What is required:
Where a line holds the word "connections", copy it from the records.

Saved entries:
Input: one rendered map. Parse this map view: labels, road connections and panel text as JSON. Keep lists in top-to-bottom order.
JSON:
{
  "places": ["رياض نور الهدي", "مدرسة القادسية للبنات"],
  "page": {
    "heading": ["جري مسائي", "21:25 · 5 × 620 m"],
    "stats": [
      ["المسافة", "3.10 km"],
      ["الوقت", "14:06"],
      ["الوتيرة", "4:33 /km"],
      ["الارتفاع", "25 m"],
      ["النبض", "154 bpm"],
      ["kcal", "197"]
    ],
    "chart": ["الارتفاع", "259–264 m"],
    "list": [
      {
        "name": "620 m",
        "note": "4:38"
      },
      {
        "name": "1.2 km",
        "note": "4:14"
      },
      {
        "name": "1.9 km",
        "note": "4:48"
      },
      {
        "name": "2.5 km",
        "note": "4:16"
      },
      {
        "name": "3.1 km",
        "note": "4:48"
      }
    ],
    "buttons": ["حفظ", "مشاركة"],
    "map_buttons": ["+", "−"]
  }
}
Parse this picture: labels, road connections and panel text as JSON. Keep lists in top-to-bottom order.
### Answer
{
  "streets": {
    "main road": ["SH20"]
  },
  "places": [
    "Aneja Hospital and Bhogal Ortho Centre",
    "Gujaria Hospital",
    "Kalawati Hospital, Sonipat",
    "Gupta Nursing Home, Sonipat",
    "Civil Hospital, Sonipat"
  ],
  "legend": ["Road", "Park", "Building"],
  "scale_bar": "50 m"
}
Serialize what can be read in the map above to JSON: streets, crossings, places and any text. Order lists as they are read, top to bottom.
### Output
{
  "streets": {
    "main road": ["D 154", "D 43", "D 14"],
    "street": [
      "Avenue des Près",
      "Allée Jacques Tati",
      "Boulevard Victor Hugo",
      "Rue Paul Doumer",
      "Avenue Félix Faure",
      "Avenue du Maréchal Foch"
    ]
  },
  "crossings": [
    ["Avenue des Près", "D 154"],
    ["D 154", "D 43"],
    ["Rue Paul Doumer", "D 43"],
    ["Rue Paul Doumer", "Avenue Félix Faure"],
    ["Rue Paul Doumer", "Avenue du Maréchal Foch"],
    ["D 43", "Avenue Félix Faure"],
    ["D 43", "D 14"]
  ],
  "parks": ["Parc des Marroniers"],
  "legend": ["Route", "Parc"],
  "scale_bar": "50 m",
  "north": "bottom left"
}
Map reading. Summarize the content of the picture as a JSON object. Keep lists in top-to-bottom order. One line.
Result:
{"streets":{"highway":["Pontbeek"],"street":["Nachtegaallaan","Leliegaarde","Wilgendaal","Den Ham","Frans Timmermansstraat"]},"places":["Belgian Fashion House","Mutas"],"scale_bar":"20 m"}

Result of this task:
Input: one rendered map. Parse this map view: labels, road connections and panel text as JSON. Keep lists in top-to-bottom order.
Parse this picture: labels, road connections and panel text as JSON. Keep lists in top-to-bottom order.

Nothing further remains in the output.